今回科研製薬から新しくエクロックゲルが発売されました。今まで外用薬の塩化アルミニウム製剤(保険適応外)が主でしたが、今回保険適応となりました。エクロックゲルは日本初の保険適応の原発性腋窩多汗症用外用薬です。エクロックゲル5%は1日1回、わきに外用を続けるだけで、汗の量の改善が期待でき、なおかつ副作用も重大なものがない事から、多汗症でお悩みの方にとって、新たな選択になり得ると考え、当院での導入を決めました。

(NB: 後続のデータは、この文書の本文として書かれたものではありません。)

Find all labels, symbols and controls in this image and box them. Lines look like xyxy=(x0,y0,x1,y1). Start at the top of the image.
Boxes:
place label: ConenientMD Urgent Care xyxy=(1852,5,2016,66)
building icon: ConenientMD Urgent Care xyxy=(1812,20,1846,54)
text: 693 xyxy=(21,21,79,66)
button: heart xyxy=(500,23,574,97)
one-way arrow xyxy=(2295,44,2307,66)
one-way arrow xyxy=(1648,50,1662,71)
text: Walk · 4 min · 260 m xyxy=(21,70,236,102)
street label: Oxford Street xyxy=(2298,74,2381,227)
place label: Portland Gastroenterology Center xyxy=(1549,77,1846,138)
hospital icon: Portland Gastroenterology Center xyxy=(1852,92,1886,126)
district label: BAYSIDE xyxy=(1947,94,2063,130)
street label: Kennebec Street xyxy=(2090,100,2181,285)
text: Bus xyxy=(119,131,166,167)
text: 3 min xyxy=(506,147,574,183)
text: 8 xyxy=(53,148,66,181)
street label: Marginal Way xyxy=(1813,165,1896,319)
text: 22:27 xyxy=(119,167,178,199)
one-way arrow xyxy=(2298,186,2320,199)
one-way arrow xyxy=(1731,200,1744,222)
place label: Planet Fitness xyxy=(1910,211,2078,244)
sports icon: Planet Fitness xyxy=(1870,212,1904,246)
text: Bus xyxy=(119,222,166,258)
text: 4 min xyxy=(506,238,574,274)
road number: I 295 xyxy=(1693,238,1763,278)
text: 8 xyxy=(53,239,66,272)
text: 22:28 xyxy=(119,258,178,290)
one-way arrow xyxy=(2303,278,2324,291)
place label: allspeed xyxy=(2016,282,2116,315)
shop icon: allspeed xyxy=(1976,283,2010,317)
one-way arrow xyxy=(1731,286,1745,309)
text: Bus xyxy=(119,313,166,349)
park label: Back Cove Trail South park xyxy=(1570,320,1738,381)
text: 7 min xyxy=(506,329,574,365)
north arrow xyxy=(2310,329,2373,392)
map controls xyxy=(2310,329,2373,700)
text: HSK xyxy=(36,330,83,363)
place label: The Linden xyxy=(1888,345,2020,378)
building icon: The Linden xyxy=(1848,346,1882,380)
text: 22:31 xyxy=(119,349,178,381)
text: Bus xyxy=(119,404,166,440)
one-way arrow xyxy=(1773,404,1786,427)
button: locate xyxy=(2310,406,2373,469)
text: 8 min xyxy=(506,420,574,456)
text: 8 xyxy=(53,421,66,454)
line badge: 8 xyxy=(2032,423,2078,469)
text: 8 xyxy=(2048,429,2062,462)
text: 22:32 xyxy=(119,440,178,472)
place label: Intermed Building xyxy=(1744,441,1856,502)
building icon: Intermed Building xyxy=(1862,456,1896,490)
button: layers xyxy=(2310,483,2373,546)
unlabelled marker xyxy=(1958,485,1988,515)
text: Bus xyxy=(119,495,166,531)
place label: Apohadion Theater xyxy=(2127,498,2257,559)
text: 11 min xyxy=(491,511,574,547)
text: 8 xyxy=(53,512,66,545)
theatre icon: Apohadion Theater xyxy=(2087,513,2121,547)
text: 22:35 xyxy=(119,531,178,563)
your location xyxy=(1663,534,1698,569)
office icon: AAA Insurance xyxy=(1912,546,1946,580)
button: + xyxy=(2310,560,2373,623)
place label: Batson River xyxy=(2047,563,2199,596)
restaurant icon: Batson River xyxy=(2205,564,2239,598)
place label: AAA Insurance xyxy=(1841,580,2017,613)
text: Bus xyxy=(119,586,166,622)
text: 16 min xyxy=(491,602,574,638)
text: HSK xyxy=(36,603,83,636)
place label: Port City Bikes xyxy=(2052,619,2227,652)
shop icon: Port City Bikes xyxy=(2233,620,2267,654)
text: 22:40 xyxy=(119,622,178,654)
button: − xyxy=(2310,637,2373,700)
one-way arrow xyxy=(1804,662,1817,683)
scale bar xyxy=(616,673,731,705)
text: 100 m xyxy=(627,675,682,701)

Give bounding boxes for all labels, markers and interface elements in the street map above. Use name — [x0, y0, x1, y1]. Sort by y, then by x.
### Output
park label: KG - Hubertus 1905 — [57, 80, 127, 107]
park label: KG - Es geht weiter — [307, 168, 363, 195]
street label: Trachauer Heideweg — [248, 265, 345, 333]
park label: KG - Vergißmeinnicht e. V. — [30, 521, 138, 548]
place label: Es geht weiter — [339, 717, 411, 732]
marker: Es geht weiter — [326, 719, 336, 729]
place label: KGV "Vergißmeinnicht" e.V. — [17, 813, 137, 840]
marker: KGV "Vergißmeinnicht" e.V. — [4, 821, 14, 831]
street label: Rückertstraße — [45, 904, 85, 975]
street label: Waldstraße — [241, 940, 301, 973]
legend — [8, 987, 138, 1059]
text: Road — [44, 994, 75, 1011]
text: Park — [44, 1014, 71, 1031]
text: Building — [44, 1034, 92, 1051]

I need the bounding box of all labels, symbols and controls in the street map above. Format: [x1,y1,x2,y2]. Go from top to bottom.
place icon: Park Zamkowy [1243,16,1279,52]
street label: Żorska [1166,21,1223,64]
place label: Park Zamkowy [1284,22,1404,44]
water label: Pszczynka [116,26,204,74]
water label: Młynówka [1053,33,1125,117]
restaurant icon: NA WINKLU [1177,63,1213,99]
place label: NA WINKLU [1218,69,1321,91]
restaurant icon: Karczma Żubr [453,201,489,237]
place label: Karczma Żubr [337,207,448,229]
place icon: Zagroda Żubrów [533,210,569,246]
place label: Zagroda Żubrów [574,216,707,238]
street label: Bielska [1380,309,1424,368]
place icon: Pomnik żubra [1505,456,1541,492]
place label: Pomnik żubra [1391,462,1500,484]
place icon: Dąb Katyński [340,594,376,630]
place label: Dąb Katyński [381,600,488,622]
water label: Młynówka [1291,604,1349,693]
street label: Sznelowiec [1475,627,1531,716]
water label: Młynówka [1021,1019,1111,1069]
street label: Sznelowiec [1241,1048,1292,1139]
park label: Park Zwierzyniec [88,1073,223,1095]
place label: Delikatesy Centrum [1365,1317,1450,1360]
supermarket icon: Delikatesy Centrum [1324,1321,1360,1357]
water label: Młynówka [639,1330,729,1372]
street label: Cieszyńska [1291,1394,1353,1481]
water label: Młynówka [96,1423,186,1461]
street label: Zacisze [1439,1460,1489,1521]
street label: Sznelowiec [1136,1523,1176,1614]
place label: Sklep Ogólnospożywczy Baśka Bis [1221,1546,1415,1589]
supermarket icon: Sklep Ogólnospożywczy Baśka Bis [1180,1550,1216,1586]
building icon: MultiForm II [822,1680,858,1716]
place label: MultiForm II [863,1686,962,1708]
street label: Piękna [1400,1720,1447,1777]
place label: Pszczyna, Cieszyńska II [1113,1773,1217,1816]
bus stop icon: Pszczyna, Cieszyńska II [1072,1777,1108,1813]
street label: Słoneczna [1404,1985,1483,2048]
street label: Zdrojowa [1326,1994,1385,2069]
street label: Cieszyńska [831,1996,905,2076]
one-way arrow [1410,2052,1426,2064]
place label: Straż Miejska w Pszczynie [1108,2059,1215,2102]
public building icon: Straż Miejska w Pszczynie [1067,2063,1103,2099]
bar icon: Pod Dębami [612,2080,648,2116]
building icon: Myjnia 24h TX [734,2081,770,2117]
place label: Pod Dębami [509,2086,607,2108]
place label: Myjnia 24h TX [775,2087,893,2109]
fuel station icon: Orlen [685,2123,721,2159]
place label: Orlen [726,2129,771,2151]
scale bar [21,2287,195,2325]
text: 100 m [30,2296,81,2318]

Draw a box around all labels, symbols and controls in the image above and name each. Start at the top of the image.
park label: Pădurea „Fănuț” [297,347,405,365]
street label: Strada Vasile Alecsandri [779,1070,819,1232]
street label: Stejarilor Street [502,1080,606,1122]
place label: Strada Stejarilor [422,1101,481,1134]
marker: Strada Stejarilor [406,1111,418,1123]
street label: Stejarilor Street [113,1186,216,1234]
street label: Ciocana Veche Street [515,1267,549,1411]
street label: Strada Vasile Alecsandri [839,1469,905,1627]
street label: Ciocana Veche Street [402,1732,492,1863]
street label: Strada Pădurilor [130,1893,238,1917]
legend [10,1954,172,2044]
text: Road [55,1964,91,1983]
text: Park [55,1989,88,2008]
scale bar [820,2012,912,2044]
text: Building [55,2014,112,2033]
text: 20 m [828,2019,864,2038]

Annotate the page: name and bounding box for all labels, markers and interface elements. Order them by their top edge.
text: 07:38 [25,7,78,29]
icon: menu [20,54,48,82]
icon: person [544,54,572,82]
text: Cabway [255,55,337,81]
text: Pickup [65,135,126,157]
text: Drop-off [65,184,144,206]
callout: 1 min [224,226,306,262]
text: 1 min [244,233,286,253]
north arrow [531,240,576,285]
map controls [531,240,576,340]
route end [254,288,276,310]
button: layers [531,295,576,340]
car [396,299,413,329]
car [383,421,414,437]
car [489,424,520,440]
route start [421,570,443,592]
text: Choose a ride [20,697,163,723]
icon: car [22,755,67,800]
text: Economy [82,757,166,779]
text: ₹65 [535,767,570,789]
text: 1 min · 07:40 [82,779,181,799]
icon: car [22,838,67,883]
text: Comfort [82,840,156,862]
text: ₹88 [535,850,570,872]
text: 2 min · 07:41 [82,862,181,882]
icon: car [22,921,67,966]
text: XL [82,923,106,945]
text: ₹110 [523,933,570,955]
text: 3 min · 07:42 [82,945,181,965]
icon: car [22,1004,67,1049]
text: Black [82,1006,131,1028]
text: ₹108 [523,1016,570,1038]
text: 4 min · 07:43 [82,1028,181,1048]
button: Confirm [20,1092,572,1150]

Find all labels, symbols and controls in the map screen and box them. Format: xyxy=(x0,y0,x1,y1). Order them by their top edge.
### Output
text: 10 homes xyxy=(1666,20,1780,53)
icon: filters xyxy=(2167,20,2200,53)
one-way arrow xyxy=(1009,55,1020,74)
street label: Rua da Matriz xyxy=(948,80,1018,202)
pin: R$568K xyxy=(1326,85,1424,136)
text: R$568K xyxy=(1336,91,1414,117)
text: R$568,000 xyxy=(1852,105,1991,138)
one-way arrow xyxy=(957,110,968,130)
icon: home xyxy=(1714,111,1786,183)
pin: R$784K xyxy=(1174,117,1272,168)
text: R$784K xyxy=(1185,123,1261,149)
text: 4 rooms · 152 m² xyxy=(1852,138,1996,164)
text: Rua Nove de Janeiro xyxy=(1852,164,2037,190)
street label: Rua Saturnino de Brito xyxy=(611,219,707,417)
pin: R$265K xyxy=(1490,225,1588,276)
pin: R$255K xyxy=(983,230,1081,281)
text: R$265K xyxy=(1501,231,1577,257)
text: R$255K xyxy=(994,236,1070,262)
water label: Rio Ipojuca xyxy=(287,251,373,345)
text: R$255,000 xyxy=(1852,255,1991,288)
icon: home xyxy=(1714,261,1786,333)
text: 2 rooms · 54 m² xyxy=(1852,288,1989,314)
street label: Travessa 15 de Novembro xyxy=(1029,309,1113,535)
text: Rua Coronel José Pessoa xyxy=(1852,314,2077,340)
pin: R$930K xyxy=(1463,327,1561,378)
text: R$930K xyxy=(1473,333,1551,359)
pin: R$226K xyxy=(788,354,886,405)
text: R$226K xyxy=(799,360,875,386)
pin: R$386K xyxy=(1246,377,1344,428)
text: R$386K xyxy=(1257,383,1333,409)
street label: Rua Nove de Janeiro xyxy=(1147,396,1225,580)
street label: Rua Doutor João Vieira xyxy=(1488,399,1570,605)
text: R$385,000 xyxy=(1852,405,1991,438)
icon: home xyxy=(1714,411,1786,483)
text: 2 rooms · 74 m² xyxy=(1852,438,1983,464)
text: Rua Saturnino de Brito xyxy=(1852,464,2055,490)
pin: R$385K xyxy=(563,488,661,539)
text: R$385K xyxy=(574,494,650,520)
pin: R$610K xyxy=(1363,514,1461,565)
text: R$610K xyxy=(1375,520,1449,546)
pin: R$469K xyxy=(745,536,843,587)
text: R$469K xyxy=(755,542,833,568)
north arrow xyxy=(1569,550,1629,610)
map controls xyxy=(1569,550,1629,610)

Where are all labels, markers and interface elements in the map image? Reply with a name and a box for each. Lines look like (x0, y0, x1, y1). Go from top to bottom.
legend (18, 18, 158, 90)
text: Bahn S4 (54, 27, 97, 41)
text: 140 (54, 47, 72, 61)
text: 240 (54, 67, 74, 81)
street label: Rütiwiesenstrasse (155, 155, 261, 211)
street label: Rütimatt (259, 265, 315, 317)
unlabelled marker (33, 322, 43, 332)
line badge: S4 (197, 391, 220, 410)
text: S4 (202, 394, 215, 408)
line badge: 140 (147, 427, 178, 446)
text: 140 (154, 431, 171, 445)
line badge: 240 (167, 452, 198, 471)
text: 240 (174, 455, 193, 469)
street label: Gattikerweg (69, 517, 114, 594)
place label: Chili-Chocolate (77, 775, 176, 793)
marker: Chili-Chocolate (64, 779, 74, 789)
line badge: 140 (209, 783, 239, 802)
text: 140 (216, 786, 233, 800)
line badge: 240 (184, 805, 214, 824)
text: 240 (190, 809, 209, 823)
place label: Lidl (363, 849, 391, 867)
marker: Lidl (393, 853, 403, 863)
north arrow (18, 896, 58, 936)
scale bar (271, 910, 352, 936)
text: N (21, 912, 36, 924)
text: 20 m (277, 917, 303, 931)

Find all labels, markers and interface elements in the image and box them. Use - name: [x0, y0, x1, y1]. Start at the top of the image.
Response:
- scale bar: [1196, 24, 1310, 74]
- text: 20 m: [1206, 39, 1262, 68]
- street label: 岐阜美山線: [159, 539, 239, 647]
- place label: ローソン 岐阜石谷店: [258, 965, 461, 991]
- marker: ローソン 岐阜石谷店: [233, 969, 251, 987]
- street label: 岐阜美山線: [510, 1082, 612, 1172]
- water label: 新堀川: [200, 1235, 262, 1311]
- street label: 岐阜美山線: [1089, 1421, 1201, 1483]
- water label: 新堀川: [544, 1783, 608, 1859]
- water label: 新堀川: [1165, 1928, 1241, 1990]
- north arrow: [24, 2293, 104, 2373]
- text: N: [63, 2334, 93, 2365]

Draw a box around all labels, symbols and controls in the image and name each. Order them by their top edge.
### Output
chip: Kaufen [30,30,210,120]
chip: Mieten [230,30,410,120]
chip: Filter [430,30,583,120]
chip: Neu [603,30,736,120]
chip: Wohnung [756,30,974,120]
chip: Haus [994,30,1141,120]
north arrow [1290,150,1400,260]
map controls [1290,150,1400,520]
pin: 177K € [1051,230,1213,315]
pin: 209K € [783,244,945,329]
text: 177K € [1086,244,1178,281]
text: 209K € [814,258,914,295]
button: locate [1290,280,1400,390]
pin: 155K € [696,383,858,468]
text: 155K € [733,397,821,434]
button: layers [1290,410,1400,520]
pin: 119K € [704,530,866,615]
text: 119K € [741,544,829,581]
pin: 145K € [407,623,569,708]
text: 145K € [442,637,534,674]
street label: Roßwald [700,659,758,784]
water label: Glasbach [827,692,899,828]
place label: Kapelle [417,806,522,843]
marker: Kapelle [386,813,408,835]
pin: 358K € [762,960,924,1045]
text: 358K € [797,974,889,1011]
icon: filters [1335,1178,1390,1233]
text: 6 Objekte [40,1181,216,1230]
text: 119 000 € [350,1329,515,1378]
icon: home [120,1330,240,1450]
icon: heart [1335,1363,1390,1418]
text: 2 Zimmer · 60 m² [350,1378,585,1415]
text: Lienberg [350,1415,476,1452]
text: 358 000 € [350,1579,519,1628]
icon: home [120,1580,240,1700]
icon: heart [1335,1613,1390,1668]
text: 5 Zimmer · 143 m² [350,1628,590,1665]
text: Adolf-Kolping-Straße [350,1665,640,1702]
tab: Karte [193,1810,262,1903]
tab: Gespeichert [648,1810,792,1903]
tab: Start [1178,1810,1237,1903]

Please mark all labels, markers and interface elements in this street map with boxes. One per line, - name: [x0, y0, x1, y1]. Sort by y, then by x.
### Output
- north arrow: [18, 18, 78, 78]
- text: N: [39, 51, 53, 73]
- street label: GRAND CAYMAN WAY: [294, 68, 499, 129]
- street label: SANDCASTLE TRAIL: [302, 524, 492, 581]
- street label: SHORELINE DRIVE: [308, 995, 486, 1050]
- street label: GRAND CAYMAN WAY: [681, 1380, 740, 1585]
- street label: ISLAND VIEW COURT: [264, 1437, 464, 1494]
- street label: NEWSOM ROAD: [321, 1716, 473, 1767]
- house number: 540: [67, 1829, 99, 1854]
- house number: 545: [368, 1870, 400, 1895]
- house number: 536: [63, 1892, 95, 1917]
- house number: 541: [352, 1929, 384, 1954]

多汗症の原因となるわきの汗は、エクリン汗腺という種類の汗腺において、交感神経から出るアセチルコリンという物質が汗腺を刺激することで、多量の汗が分泌されます。
エクロックゲルはこのアセチルコリンによる刺激をブロックし、過剰に出る汗を抑えます。

1日1回毎日外用します。エクロックゲル1本が20gです。だいたい1本で14日間の外用量になります。
もっとも効果が発現できるのは外用後4時間です。効果を持続させるためには継続が必要です。データではエクロックゲルのみで使用された方の80%の方で汗が抑えられ、60%の方は日常生活に支障が無くなる程度まで改善したそうです。

当院でも採用後、使用されている患者様はリピートの要望が多い治療法となっています。原発性腋窩多汗症は悩んでいる方は多いのに受診率は非常に低く10%未満ともいわれており、皆さんが思っている以上に本当は受診のハードルを下げてもいい疾患です。思春期のお子様や夏場半袖や汗が多いことが気になる患者様は、保護者の方でもご相談いただければと思います。なかなか症状があっても治療法があることを知らず、制汗スプレーなどで対応されていた方など、ぜひ気軽にご相談ください。

(使用上の注意)緑内障や前立腺肥大症の方、わきに傷や湿疹・皮膚炎などがある方、妊娠中や授乳中の方は、 あ ら か じ め 医 師・薬 剤 師 に 伝 え てく だ さ い 。以 下 の よ う な 症 状 が あ ら わ れ た ら 、使 用 を や め て 、す ぐ に 医 師 の 診 察 を 受 け て く だ さ い 。皮膚炎や紅斑、かゆみ、湿疹、あせも、口の渇き、光をまぶしく感じる など

✴︎12歳未満の小児等を対象とした国内臨床試験は実施していないため、安全性は確立していません。当院では12歳未満の方には処方しておりません。